Volunteering Without Parental Supervision

There will be a time when charity becomes second nature to your kid. That’s when it’s time for them to take the lead. Check with places like animal shelters, senior homes, and soup kitchens, because they often have volunteer age restrictions or adult supervision requirements. Then, vet the place to make sure an elementary schooler will get something from the experience. “You want to make sure your child is in the hands of someone reliable and trustworthy, and the work should be appropriate,” says Shafiroff. “It shouldn’t be getting coffee or running errands; it should be an effective volunteer job.” There’ll be plenty of time for unpaid labor when they land their first internship.

How To Make Sure The Charity’s Legit

Whether it’s time or money, you want to know that your gift is going to have a real impact. That’s not always an easy thing to ask at the front desk. “The average person isn’t going to ask for the profit and loss statement or tax records of a charity, but you could get it on sites like GuideStar, Charity Navigator, or the Better Business Bureau,” says Shafiroff. “A charity should have a good rating, use its money wisely, and the money they’re using should go for the causes it states.” Generally, their overhead shouldn’t be higher than 20 percent of all revenue and the rest should go towards programs. You know, the stuff that actually helps people.

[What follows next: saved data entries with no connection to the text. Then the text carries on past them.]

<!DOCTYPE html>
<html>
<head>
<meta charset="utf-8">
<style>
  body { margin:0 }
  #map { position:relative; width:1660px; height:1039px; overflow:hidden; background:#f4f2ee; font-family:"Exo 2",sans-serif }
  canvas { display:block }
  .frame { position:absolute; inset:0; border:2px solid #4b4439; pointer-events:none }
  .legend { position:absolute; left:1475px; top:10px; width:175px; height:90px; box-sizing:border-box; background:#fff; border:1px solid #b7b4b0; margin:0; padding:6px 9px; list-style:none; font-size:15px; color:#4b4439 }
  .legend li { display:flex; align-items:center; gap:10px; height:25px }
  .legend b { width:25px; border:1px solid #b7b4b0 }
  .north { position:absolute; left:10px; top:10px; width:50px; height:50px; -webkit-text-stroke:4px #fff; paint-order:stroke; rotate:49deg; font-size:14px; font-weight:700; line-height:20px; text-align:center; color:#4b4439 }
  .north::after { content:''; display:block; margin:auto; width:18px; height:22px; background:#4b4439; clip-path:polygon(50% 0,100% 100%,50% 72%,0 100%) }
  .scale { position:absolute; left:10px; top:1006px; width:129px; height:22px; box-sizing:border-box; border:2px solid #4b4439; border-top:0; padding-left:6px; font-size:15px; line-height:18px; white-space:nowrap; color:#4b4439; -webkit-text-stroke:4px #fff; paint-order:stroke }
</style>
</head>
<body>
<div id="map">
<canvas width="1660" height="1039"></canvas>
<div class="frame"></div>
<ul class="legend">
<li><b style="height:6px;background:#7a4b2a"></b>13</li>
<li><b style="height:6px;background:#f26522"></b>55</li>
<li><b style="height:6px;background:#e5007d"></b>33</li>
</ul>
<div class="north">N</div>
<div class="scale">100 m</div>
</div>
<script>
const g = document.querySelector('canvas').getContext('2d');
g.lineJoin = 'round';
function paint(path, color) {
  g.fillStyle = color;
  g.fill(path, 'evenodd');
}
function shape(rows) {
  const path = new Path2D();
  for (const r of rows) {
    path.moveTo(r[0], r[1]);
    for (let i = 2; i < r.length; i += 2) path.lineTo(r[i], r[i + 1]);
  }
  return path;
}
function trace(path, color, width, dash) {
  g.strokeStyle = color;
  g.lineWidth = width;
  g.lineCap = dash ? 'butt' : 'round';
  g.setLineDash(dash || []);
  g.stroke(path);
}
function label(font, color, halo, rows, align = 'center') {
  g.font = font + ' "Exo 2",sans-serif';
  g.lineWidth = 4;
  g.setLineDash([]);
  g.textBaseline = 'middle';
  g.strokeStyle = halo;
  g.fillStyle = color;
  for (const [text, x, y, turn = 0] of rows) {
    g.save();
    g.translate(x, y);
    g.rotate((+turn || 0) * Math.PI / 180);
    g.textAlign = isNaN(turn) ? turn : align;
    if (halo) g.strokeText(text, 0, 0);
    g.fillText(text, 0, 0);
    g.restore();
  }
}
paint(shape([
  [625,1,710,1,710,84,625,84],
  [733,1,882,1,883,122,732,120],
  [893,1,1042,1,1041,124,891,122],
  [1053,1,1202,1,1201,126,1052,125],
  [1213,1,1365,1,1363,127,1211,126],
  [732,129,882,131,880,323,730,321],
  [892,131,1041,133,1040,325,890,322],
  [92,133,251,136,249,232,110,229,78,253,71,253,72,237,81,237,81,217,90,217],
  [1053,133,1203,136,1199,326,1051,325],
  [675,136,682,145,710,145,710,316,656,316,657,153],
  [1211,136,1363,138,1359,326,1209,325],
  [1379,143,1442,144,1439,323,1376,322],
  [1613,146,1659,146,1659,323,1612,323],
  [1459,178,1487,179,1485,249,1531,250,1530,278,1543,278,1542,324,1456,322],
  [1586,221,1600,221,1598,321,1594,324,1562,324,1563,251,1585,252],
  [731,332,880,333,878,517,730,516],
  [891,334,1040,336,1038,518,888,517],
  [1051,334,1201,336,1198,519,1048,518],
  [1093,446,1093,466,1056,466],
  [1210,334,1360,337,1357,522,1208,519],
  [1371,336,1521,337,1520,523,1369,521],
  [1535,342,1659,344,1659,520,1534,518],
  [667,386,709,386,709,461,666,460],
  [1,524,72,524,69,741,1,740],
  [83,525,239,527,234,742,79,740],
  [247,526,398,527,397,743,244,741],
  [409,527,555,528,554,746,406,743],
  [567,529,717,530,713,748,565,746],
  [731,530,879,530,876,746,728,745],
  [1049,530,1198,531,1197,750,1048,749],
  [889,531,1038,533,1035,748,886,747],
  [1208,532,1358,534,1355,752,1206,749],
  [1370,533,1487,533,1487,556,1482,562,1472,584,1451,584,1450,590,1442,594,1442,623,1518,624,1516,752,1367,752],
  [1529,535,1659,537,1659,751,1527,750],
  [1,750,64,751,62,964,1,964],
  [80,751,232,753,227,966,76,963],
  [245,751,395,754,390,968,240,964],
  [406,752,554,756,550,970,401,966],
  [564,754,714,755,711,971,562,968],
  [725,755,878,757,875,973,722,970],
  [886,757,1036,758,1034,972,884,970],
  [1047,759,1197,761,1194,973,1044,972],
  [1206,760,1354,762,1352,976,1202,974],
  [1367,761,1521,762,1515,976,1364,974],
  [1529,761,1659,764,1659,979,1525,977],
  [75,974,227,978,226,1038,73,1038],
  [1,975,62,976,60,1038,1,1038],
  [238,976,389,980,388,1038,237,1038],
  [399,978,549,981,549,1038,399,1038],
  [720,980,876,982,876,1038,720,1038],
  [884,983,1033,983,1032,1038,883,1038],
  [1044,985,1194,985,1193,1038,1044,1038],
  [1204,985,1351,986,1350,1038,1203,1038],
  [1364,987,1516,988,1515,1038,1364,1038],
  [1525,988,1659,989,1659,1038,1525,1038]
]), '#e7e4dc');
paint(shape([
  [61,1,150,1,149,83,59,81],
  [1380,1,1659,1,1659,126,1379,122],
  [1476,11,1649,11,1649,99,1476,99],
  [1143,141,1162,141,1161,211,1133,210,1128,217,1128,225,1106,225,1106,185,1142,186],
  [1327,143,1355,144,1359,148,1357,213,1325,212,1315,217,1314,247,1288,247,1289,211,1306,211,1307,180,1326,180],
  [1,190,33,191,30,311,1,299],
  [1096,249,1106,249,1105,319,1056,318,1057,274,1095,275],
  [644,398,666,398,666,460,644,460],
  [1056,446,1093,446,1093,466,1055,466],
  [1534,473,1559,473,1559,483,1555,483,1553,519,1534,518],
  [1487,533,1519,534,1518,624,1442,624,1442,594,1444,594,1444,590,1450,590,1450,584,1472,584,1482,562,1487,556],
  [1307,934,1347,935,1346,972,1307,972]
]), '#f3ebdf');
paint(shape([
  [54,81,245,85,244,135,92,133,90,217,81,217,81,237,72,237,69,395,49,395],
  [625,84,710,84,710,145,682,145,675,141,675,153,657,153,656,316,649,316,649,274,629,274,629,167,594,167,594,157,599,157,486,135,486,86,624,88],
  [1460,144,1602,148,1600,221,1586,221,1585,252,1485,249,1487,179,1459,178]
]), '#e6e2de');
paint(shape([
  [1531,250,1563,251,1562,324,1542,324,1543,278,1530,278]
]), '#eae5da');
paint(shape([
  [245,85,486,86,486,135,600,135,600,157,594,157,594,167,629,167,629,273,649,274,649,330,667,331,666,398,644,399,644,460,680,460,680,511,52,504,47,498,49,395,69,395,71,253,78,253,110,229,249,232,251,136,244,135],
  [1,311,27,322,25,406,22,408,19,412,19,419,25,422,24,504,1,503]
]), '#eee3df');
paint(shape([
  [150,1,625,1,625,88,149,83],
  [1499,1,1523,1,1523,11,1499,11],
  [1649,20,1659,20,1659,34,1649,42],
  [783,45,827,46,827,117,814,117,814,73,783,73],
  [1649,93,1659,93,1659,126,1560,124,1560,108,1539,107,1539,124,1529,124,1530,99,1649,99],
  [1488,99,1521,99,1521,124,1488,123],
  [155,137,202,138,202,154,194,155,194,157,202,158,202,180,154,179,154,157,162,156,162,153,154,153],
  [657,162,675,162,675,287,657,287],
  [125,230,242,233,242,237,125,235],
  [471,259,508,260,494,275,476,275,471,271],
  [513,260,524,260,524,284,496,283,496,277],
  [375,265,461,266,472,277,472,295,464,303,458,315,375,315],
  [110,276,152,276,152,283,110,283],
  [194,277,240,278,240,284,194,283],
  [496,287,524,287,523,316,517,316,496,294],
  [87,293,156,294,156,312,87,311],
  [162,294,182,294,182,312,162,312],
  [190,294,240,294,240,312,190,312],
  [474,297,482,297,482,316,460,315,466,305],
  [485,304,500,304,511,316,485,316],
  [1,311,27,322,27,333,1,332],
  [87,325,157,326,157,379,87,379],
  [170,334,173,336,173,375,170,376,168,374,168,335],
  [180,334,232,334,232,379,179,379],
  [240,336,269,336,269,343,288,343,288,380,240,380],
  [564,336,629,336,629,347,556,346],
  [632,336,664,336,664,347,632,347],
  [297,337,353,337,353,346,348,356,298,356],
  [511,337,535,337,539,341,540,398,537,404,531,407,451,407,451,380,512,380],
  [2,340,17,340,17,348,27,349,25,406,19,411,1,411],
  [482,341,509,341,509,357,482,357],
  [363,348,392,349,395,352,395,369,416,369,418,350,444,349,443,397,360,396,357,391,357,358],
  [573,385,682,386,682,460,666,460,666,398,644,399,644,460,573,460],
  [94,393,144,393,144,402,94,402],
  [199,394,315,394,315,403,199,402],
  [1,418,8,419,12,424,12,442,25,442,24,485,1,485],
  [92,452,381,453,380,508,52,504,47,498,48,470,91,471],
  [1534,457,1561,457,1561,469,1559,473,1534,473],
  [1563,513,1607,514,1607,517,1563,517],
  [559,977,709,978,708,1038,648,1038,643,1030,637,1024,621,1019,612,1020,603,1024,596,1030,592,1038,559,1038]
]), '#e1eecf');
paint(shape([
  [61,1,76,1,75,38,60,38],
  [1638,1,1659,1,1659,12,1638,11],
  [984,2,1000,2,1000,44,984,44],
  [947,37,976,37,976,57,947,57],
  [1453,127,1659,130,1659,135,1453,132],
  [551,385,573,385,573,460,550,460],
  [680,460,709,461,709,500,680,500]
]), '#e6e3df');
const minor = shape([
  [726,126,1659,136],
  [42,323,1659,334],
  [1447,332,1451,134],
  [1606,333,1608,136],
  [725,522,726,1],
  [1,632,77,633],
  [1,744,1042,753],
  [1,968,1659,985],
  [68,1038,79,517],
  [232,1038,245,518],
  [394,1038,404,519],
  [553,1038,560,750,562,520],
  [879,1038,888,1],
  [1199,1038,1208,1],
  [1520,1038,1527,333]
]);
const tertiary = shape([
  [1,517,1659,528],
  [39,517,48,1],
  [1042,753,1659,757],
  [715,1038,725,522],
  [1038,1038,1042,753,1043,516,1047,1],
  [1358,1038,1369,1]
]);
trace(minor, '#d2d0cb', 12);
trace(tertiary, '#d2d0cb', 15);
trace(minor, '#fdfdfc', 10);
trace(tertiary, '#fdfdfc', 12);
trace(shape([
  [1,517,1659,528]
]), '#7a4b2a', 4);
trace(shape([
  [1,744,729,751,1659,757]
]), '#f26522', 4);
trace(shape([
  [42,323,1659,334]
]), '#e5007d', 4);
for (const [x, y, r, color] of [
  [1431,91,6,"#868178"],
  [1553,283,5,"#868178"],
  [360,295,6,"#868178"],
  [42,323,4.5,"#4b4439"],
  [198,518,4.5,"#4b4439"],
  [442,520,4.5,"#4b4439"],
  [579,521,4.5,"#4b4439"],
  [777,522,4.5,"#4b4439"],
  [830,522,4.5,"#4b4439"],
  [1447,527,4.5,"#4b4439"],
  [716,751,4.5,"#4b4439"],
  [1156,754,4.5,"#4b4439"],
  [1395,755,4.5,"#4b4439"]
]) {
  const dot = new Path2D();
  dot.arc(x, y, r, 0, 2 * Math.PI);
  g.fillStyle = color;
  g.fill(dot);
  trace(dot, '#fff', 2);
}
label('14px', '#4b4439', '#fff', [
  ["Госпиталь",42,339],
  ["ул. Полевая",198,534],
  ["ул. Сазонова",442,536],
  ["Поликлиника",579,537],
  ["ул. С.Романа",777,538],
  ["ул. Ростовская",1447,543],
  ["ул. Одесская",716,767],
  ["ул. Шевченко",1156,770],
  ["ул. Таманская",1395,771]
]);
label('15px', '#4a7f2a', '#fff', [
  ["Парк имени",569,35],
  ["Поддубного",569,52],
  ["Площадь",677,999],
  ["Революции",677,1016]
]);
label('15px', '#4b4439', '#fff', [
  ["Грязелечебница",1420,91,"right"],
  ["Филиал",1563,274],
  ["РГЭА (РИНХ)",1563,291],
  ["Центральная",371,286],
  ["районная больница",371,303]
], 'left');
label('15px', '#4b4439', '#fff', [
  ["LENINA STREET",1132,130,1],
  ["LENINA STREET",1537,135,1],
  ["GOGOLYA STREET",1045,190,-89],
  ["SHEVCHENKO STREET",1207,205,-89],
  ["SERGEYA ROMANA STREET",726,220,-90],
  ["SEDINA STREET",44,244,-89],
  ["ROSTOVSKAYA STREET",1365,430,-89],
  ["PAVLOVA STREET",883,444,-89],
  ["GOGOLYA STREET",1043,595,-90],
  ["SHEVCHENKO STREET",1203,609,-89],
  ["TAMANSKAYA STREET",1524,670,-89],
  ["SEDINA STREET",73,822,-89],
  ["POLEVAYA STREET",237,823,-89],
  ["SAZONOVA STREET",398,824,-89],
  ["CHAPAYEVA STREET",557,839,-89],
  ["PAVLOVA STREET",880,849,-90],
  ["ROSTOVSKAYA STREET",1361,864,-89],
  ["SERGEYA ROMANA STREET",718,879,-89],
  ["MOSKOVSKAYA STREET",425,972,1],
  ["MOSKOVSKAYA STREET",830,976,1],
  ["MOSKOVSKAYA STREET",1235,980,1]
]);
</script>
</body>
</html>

The Case For Documenting It

You don’t need to be totally obnoxious about your “Here’s the whole fam delivering turkeys to the less fortunate” Instagrams, but Shafiroff does say that word-of-mouth, particularly on social media, is huge for causes. The way she sees it, “by talking about something and getting the word out, you’re an active philanthropist.” So, if they must selfie, why not make sure it’s in service of something besides “likes.”